Input for this task below:
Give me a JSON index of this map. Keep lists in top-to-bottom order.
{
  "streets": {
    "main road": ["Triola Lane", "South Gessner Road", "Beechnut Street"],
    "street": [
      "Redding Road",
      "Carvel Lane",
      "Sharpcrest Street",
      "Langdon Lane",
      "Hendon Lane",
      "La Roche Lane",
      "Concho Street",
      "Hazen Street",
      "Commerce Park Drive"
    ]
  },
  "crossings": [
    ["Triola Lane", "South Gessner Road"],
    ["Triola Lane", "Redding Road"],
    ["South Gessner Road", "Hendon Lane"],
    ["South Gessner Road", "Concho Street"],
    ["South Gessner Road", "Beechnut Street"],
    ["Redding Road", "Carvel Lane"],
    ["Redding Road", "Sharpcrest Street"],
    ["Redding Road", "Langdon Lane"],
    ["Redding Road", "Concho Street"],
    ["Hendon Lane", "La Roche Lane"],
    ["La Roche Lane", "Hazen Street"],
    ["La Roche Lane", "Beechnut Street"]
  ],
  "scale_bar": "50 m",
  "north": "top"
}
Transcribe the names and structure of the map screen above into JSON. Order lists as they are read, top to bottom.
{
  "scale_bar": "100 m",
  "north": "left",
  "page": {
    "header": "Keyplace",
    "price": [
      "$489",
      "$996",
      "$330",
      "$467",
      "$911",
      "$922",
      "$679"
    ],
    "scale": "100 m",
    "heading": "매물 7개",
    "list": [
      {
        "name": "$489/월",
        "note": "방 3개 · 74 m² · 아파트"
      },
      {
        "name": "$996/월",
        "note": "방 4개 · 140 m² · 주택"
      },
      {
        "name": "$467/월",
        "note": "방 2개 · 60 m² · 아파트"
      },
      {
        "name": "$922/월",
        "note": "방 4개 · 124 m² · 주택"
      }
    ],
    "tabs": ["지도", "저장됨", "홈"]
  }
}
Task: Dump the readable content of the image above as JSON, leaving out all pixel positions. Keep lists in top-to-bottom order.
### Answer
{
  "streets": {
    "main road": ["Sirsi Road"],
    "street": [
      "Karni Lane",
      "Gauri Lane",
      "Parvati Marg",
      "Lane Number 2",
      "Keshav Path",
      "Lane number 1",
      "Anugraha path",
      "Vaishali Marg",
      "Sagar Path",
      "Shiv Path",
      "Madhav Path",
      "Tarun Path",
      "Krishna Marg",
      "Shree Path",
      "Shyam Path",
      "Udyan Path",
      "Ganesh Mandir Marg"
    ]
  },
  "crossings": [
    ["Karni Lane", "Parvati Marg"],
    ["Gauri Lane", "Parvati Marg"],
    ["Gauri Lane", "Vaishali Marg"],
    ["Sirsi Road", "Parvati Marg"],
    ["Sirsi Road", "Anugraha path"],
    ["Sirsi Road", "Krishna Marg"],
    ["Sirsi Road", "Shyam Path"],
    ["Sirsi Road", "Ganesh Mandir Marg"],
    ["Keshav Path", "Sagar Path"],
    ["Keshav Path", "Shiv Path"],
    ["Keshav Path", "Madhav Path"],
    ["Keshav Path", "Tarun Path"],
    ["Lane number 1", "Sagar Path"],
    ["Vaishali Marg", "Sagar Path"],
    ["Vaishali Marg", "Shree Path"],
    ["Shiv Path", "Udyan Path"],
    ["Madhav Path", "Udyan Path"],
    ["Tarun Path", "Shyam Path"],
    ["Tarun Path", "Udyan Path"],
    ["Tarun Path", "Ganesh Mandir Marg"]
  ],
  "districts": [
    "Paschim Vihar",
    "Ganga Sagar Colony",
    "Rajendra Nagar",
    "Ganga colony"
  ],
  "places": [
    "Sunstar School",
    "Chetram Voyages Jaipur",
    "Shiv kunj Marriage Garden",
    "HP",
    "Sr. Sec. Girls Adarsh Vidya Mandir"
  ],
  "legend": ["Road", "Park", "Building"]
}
End of Input for this task.
Filter the lines above so that only those with the string "Vaishali" remain, then copy them.

**Task response:**
      "Vaishali Marg",
    ["Gauri Lane", "Vaishali Marg"],
    ["Vaishali Marg", "Sagar Path"],
    ["Vaishali Marg", "Shree Path"],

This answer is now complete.